- _Provided records_:
*** Block opens ***

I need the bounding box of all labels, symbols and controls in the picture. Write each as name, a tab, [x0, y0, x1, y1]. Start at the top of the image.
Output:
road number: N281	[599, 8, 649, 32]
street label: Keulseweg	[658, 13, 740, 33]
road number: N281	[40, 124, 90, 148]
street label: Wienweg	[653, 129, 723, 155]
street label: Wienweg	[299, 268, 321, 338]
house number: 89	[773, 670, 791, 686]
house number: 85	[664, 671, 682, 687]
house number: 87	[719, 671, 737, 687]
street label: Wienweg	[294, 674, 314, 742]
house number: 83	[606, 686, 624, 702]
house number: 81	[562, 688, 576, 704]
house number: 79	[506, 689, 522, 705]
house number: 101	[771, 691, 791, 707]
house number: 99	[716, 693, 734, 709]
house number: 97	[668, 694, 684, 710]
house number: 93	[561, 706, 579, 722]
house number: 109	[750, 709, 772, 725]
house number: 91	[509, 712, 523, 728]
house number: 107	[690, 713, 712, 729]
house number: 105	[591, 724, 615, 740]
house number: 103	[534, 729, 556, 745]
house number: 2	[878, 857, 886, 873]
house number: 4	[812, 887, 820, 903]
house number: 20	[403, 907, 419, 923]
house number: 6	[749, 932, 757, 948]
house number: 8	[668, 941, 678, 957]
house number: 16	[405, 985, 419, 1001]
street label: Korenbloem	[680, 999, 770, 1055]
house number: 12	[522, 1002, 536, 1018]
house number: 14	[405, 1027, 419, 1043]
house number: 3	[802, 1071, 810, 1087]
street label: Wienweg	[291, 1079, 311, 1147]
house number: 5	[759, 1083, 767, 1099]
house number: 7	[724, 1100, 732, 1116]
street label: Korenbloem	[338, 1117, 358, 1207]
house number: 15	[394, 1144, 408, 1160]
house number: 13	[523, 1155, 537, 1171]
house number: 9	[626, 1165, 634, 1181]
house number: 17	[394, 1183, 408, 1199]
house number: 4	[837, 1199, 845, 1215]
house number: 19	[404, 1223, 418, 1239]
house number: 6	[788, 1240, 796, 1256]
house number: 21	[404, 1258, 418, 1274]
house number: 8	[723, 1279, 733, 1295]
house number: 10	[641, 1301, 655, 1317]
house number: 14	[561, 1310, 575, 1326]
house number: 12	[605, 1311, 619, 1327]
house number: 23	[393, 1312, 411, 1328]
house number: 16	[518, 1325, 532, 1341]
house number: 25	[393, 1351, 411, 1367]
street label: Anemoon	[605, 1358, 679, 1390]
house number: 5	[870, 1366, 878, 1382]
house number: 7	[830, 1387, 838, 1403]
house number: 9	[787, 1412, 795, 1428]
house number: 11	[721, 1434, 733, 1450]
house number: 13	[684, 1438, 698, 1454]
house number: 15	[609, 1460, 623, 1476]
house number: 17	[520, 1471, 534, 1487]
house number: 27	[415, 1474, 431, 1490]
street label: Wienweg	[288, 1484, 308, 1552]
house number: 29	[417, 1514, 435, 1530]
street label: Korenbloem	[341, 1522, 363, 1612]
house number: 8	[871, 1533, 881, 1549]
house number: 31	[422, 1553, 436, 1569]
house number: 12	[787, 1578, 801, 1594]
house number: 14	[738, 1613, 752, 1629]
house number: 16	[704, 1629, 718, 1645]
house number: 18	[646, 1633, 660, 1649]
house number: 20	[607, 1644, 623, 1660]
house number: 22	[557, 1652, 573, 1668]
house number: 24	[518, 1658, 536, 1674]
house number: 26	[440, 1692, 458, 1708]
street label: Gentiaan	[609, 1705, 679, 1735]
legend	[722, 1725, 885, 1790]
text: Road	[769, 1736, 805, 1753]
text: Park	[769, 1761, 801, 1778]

*** Block closes ***

- _Directions_: Please restate the material above, word for word and in full.

- _Result for this exercise_:
I need the bounding box of all labels, symbols and controls in the picture. Write each as name, a tab, [x0, y0, x1, y1]. Start at the top of the image.
Output:
road number: N281	[599, 8, 649, 32]
street label: Keulseweg	[658, 13, 740, 33]
road number: N281	[40, 124, 90, 148]
street label: Wienweg	[653, 129, 723, 155]
street label: Wienweg	[299, 268, 321, 338]
house number: 89	[773, 670, 791, 686]
house number: 85	[664, 671, 682, 687]
house number: 87	[719, 671, 737, 687]
street label: Wienweg	[294, 674, 314, 742]
house number: 83	[606, 686, 624, 702]
house number: 81	[562, 688, 576, 704]
house number: 79	[506, 689, 522, 705]
house number: 101	[771, 691, 791, 707]
house number: 99	[716, 693, 734, 709]
house number: 97	[668, 694, 684, 710]
house number: 93	[561, 706, 579, 722]
house number: 109	[750, 709, 772, 725]
house number: 91	[509, 712, 523, 728]
house number: 107	[690, 713, 712, 729]
house number: 105	[591, 724, 615, 740]
house number: 103	[534, 729, 556, 745]
house number: 2	[878, 857, 886, 873]
house number: 4	[812, 887, 820, 903]
house number: 20	[403, 907, 419, 923]
house number: 6	[749, 932, 757, 948]
house number: 8	[668, 941, 678, 957]
house number: 16	[405, 985, 419, 1001]
street label: Korenbloem	[680, 999, 770, 1055]
house number: 12	[522, 1002, 536, 1018]
house number: 14	[405, 1027, 419, 1043]
house number: 3	[802, 1071, 810, 1087]
street label: Wienweg	[291, 1079, 311, 1147]
house number: 5	[759, 1083, 767, 1099]
house number: 7	[724, 1100, 732, 1116]
street label: Korenbloem	[338, 1117, 358, 1207]
house number: 15	[394, 1144, 408, 1160]
house number: 13	[523, 1155, 537, 1171]
house number: 9	[626, 1165, 634, 1181]
house number: 17	[394, 1183, 408, 1199]
house number: 4	[837, 1199, 845, 1215]
house number: 19	[404, 1223, 418, 1239]
house number: 6	[788, 1240, 796, 1256]
house number: 21	[404, 1258, 418, 1274]
house number: 8	[723, 1279, 733, 1295]
house number: 10	[641, 1301, 655, 1317]
house number: 14	[561, 1310, 575, 1326]
house number: 12	[605, 1311, 619, 1327]
house number: 23	[393, 1312, 411, 1328]
house number: 16	[518, 1325, 532, 1341]
house number: 25	[393, 1351, 411, 1367]
street label: Anemoon	[605, 1358, 679, 1390]
house number: 5	[870, 1366, 878, 1382]
house number: 7	[830, 1387, 838, 1403]
house number: 9	[787, 1412, 795, 1428]
house number: 11	[721, 1434, 733, 1450]
house number: 13	[684, 1438, 698, 1454]
house number: 15	[609, 1460, 623, 1476]
house number: 17	[520, 1471, 534, 1487]
house number: 27	[415, 1474, 431, 1490]
street label: Wienweg	[288, 1484, 308, 1552]
house number: 29	[417, 1514, 435, 1530]
street label: Korenbloem	[341, 1522, 363, 1612]
house number: 8	[871, 1533, 881, 1549]
house number: 31	[422, 1553, 436, 1569]
house number: 12	[787, 1578, 801, 1594]
house number: 14	[738, 1613, 752, 1629]
house number: 16	[704, 1629, 718, 1645]
house number: 18	[646, 1633, 660, 1649]
house number: 20	[607, 1644, 623, 1660]
house number: 22	[557, 1652, 573, 1668]
house number: 24	[518, 1658, 536, 1674]
house number: 26	[440, 1692, 458, 1708]
street label: Gentiaan	[609, 1705, 679, 1735]
legend	[722, 1725, 885, 1790]
text: Road	[769, 1736, 805, 1753]
text: Park	[769, 1761, 801, 1778]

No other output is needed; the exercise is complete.